4 Aralık 2012 Salı

bağımlılıklar

insanlar sizin bağımlı olduğunuzu düşünüyorsa gerçekten öylesiniz demek midir? herkes her zaman haklı mıdır? bu "genel irade" teorisine uygun olmaz mı? sizce gerçekten de "genel irade" teorisini öne süren rousseau haklı mıydı?

herkesin iradesi bir yönde ve siz bu iradeye karşı çıkıyorsanız, onlar sizi hata yapmaktan korumuş oluyor. yani buna genel irade ilkesi deniyor.

peki ya sizin bağımlı olduğunuzu düşünüyorlarsa? ve siz aslında bağımlı değilseniz? sadece buna "ihtiyaç" duyuyorsanız? ah evet pardon, bağımlılar da bağımlılık geliştirdikleri şeye ihtiyaç duyuyorlardır, değil mi?

neye bağımlı olduğunuzu öne sürüyorlar? sevgilinize mi? herkes sevgilisine bağlıdır, bağımlı değil. ama ya o sizin siz olmanızı sağlıyorsa? ya sizi gerçekten sakinleştirebiliyorsa? ya gerçekten o sizin hayatınızsa? ya dünyanız onun etrafında dönüyorsa? insanlar sizi anlamazlar. "bağımlı" der geçerler.

ilaçlara mı? ağrı kesicilere mesela? kodeine? evet, gerçekten hiçbir ağrısı olmadığı halde sürekli gidip ağrı kesici alanlar var. onlara bağımlı deniyor. peki ya dayanılmaz ağrılar çeken biriyseniz? buna gerçek hayatta karşılaştığım biri olmadığı için sadece Doctor Gregory House karakterini örnek gösterebilirim. ama benim gerçek hayatta karşılaşmamış olmam böyle kişilerin olduğu gerçeğini değiştirmeye yetmiyor.

bilgisayara? bilgisayar oyunlarına, internete bağımlılık? her gittiğimiz yerde bir check-in yapma durumu, sürekli foursquarede level atlama çabaları, call of dutyde bi klanda olmak için oyunun en iyisi olmaya çalışmak... bunlar gerçekten de bağımlılık mı yoksa insanlardan üstünlük sağlama çabalarımız mıdır?

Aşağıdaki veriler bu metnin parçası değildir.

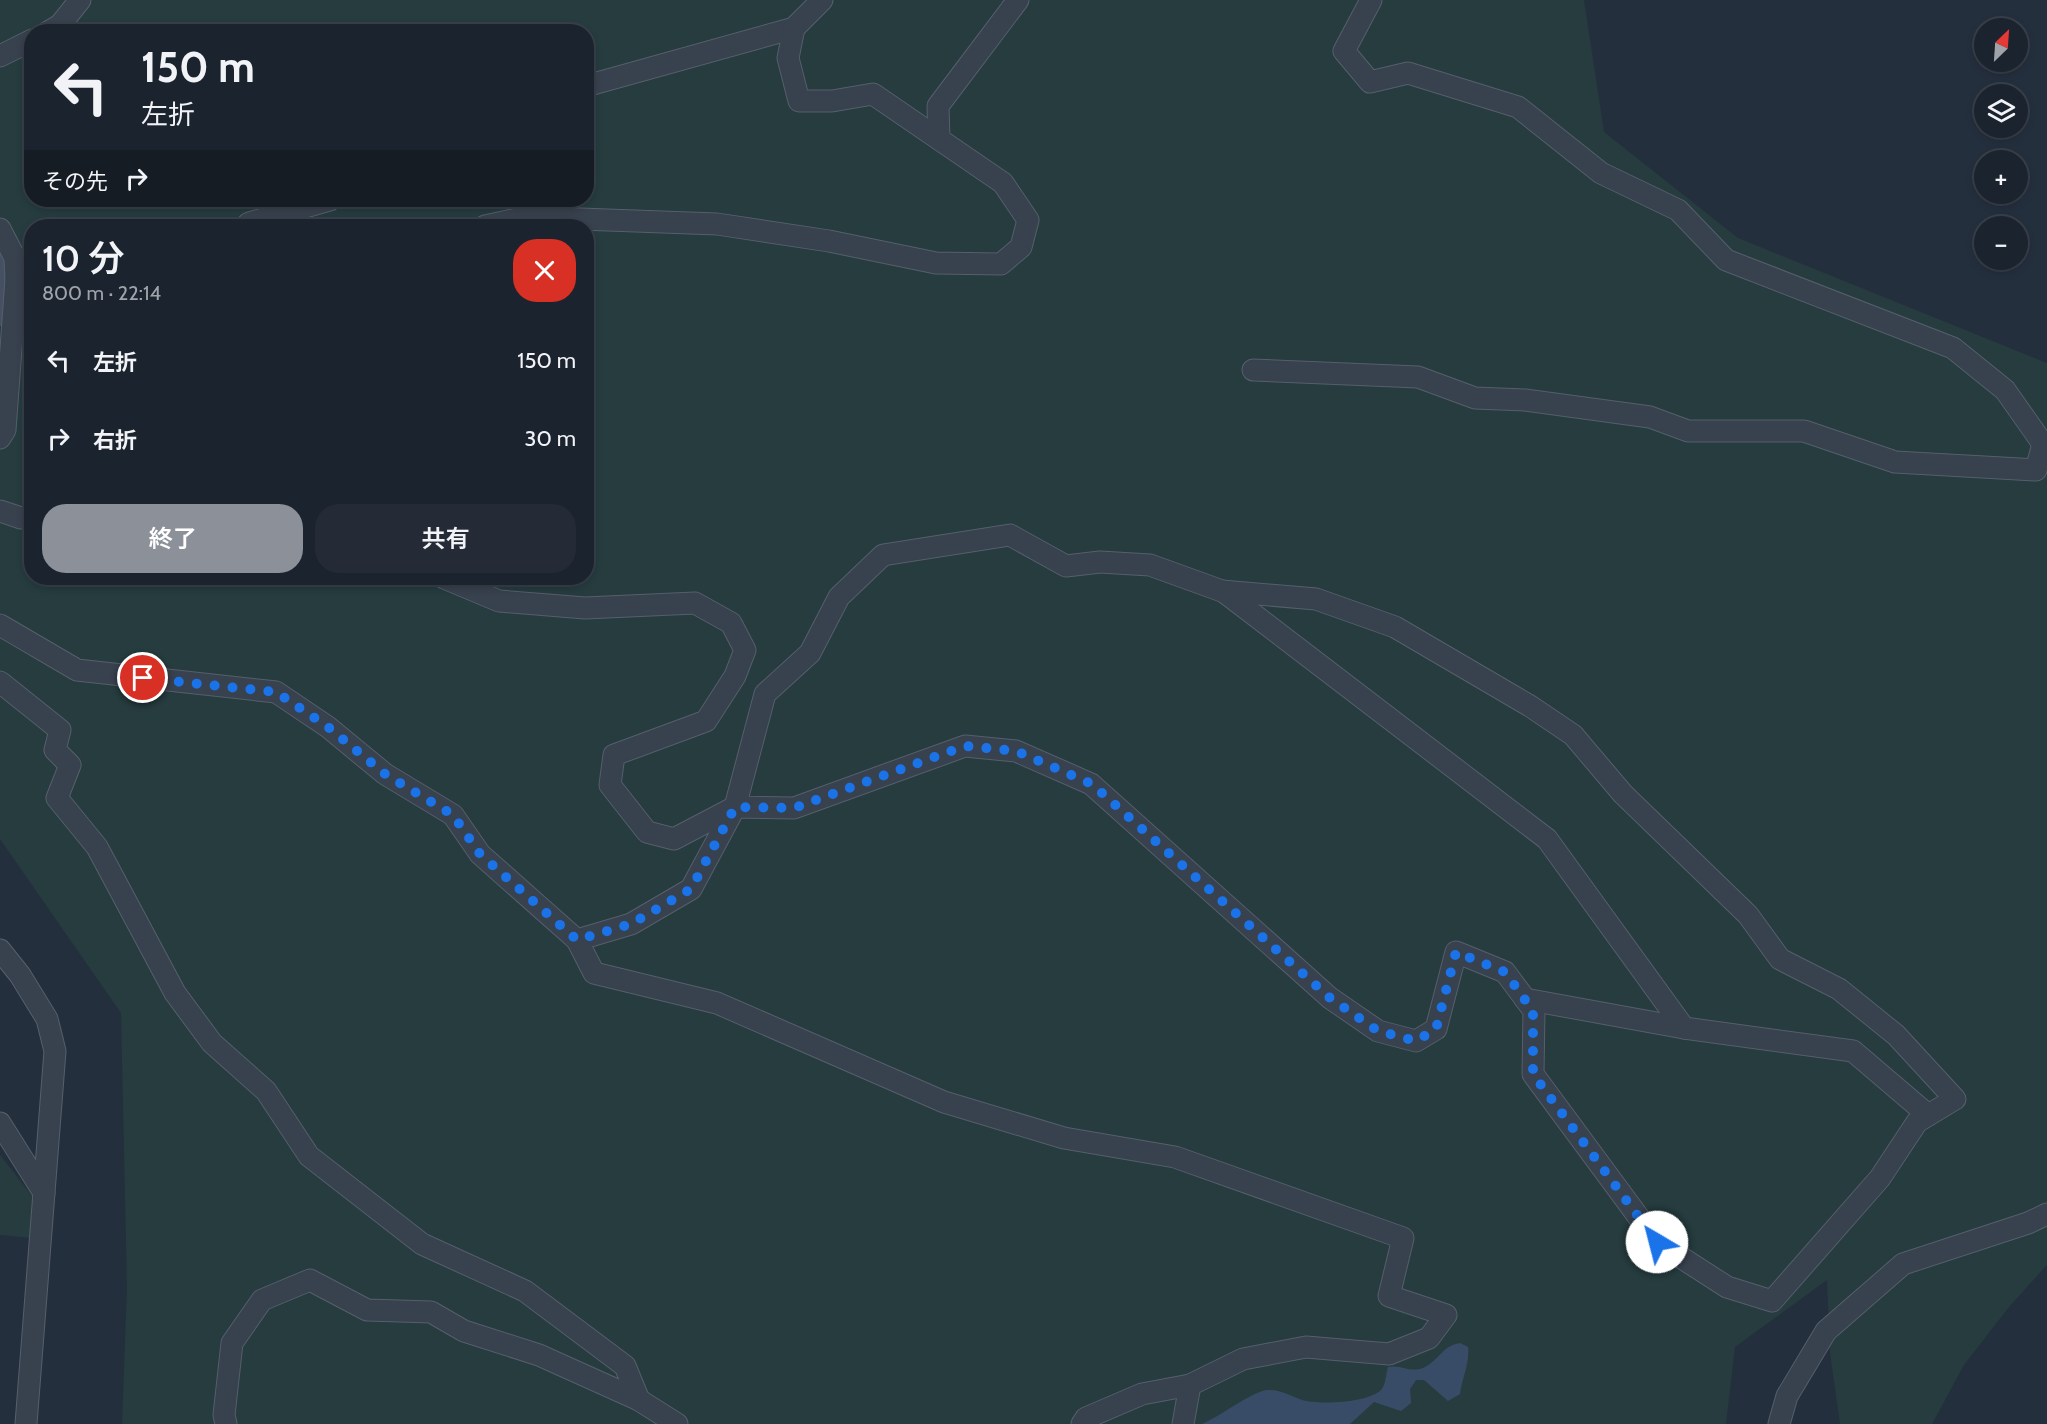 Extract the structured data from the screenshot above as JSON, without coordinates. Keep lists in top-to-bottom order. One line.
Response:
{"north":"top right","page":{"map_buttons":["+","−"],"turn":["150 m","左折"],"then":"その先","heading":["10 分","800 m · 22:14"],"list":[{"name":"左折","value":"150 m"},{"name":"右折","value":"30 m"}],"buttons":["終了","共有"]}}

kahve bağımlılığı? çay? ülkemizde insanların %90ı sürekli çay tüketiyor. çaya ihtiyacımız mı var? misafir geldiğinde neden hemen "bi çay koyayım ben" deyip mutfağa koşuşturuyoruz? ucuz olduğundan mı? "son çayımızı içip kalkalım" deyince ne oluyor? muhabbeti sonlandırıyoruz. çay bizim sohbetlerimizin devamını sağladığı için sürekli çay içiyoruz diye bir sonuç çıkarmak hatalı mı olur? kahveyi inceleyelim. hangimiz saatlerce ettiğimiz sohbetlerde kahve üstüne kahve içeriz ki? günde 5-6 bardak nescafe ya da 3-4 fincan Türk kahvesi içen birinin bunu bütün güne yaydığını farz edersek, bu kişinin gittiği bir ortamda üst üste "bi kahve daha alayım" demesi sizce görülebilecek bir durum mudur?

sigara bağımlılığı? hangimiz içmiyoruz ki demek çok saçma... içenler kadar içmeyen insanlar da var. arada keyif için içiyorum, istediğim zaman bırakırım diyenlerin hepsi yalan söylüyor. sigara bağımlılıktır. bırakabilen kendini akciğer kanseri etmeden, koah hastası olmadan bıraksın. hem paranız da cebinizde kalır.

alkol bağımlılığına geçelim. uzun zamandır günde 1-2 bira içen biri bunu zamanla 3-4e çıkarıyorsa bu artık 1-2 birayla sarhoş olamadığından mıdır yoksa yavaşça alkolik mi oluyordur? kabul edilmelidir ki artık insanların birçoğunun aklına "eğlence" denince clublar geliyor. cluba gittiğiniz zaman verdiği siparişin hiç "sek vişne" olan birini gördünüz mü? martiniler, mojitolar, vişne vodkalar havada uçuşuyor. bara gittiğinizde "bi 50lik" demeden önce aklınıza hiç "acaba çay mı içsem" diye bir soru geliyor mu? hayır, onun ortamı farklı size göre. insanlar neden misafirliklerde hep çay içiyor da, neden 1 kasa bira açılmıyor orada? evet, alkol bağımlılık yapar. alkol bağımlıları da var. gerçek insanlar bunlar. peki alkol bağımlılarının olması, çok alkol alan ama sınırını bilen, yani sürekli alkol aldığı için çakırkeyif olmayan, olursa da çok zor olduğu için çok alkol alması gereken biri alkolik midir?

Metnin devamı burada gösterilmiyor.